Exercise directions - Output exactly the lines spanning from the line containing "for (const [x, y, r, color]" to the last line of the entries, inclusive.
(Provided material Opens)
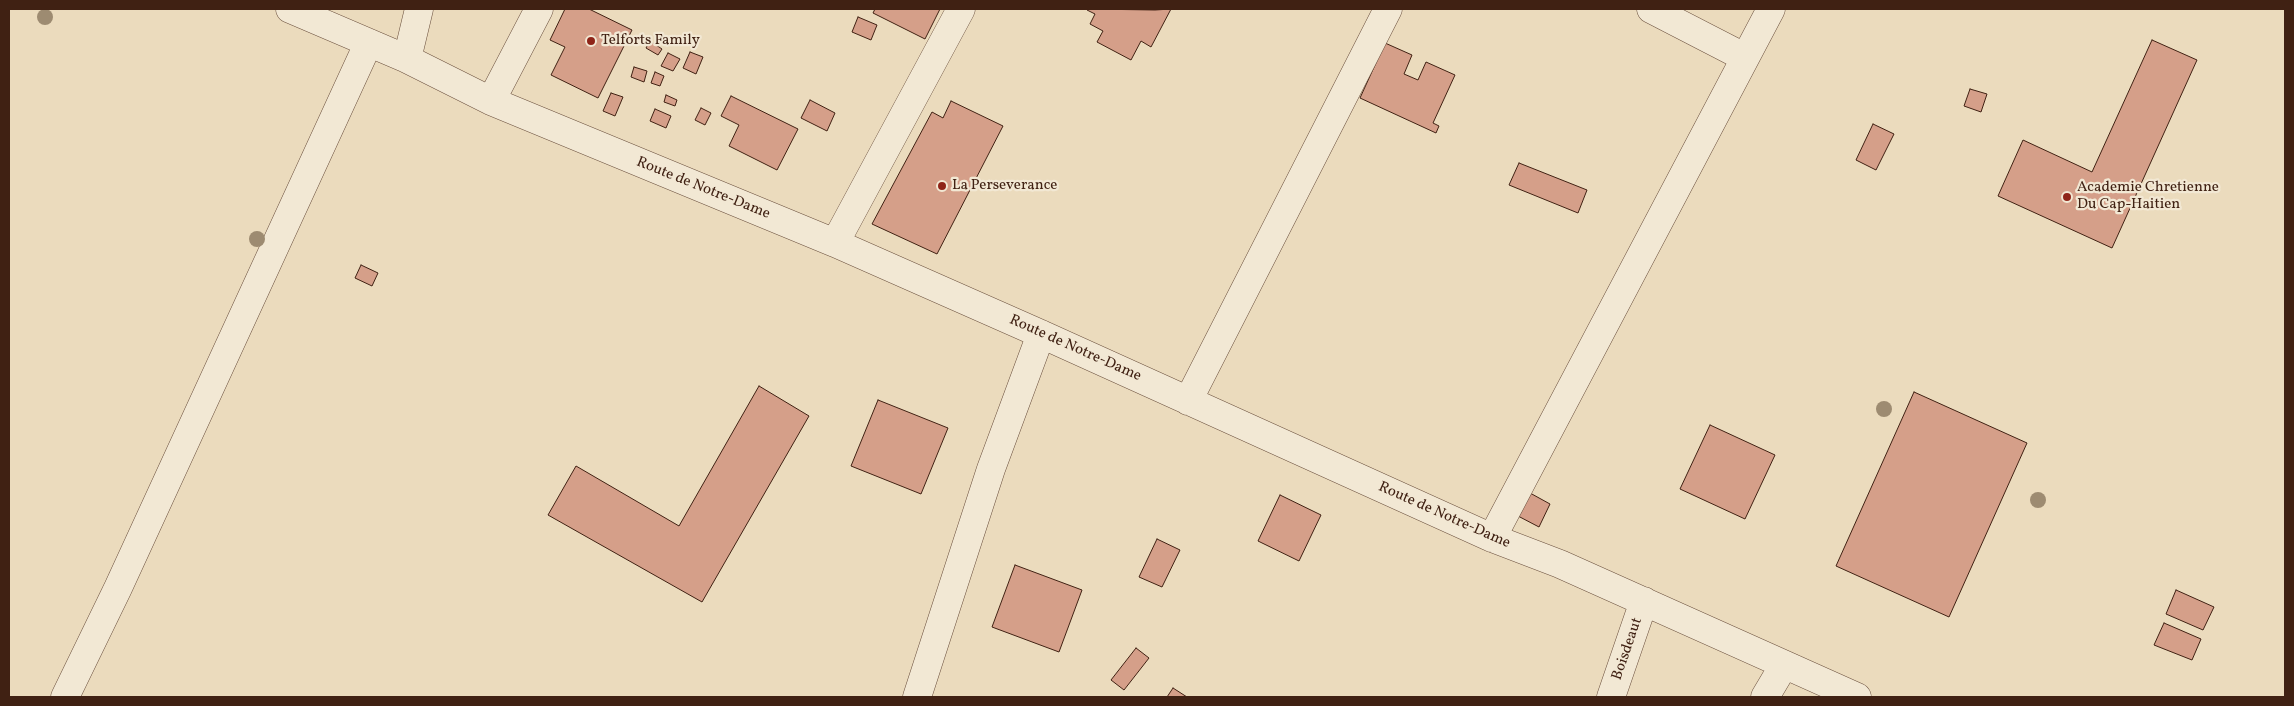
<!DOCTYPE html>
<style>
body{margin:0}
#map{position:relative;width:2294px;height:706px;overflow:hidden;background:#ebdbbd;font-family:Vollkorn,serif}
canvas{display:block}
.frame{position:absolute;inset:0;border:10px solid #402113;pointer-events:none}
</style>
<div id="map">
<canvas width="2294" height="706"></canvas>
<div class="frame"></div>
</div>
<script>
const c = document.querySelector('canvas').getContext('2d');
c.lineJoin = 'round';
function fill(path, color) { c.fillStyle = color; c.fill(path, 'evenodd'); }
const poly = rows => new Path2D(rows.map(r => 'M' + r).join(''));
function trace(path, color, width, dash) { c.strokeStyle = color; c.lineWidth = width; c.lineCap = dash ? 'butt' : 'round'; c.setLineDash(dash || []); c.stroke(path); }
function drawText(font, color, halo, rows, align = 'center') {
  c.font = font + ' Vollkorn,serif'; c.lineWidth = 4.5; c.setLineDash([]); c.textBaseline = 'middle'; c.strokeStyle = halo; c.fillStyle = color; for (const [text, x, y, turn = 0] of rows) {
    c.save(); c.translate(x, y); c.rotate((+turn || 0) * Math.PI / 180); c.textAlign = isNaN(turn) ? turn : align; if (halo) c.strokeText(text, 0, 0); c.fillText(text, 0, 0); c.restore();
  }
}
const building = poly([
 [565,9,589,9,632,30,598,98,551,75,565,47,550,40,565,9],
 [875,9,940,9,925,39,873,13,875,9],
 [1088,9,1155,10,1171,9,1151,47,1141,41,1131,60,1097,42,1103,31,1090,24,1095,14,1087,10,1088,9],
 [858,17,877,25,871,40,852,32,858,17],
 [2152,40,2197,60,2112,248,1998,196,2023,140,2092,172,2152,40],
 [650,41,662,49,658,55,646,48,650,41],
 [1385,43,1412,55,1404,74,1418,80,1426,62,1455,75,1433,123,1439,126,1436,133,1360,98,1385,43],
 [690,52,703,57,696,74,683,68,690,52],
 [668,53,680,59,673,71,661,66,668,53],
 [634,67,647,71,644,82,631,77,634,67],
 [655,72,664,76,660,86,651,83,655,72],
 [1970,89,1987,94,1981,112,1964,106,1970,89],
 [611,93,623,97,615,116,603,111,611,93],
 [666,95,677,100,675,106,664,102,666,95],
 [731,96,798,129,777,170,729,146,739,125,721,116,731,96],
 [810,100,835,113,827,131,801,118,810,100],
 [951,101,1003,126,937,254,872,224,932,112,943,118,951,101],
 [701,108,711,113,705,125,695,120,701,108],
 [655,109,671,116,666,128,650,121,655,109],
 [1873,124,1894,134,1876,170,1856,160,1873,124],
 [1519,163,1587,190,1578,213,1509,185,1519,163],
 [361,265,378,273,372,286,355,278,361,265],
 [759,386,809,416,702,602,548,515,576,466,679,526,759,386],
 [1914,392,2027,443,1949,617,1836,566,1914,392],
 [878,400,948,428,921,494,851,466,878,400],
 [1710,425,1775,455,1745,519,1680,489,1710,425],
 [1530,493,1550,504,1539,527,1518,516,1530,493],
 [1280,495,1321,515,1299,561,1258,541,1280,495],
 [1157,539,1180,550,1162,587,1139,577,1157,539],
 [1015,565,1082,590,1059,652,992,627,1015,565],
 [2176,590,2214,607,2203,630,2166,614,2176,590],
 [2164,623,2201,639,2192,660,2154,645,2164,623],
 [1136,648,1149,658,1124,690,1111,680,1136,648],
 [1173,688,1187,697,1167,697,1173,688]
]);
const minor = poly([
 [290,9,407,59,491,101,835,243,1041,334,1492,538,1560,564,1857,697],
 [1651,9,1744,57],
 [407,59,419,9],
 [491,101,539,9],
 [835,243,961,9],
 [1188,401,1388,9],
 [1492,538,1771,9],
 [65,697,118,588,368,44],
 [917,697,991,469,1041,334],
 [1611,697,1644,601],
 [1765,697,1784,665]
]);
const trees = [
 [45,17],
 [257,239],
 [1884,409],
 [2038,500]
];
const markers = [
 [591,41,5,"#8f2418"],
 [942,186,5,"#8f2418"],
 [2067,197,5,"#8f2418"]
];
const poiNames = [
 ["Telforts Family",601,41],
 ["La Perseverance",952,186],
 ["Academie Chretienne",2077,188],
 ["Du Cap-Haitien",2077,205]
];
const streetNames = [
 ["Route de Notre-Dame",703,189,22],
 ["Route de Notre-Dame",1075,349,24],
 ["Route de Notre-Dame",1444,516,24],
 ["Boisdeaut",1628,649,-71]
];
fill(building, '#d59f89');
trace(building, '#402113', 1);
trace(minor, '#6b503e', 29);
trace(minor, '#f2e8d4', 28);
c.fillStyle = '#9d8b71';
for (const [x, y] of trees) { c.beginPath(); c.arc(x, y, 8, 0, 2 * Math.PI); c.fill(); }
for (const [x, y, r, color] of markers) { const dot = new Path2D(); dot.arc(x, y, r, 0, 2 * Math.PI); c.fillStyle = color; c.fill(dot); trace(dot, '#f2e8d4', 2); }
drawText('15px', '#402113', '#f2e8d4', poiNames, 'left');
drawText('15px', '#402113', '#f2e8d4', streetNames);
</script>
(Provided material Closes)
Reply -
for (const [x, y, r, color] of markers) { const dot = new Path2D(); dot.arc(x, y, r, 0, 2 * Math.PI); c.fillStyle = color; c.fill(dot); trace(dot, '#f2e8d4', 2); }
drawText('15px', '#402113', '#f2e8d4', poiNames, 'left');
drawText('15px', '#402113', '#f2e8d4', streetNames);
</script>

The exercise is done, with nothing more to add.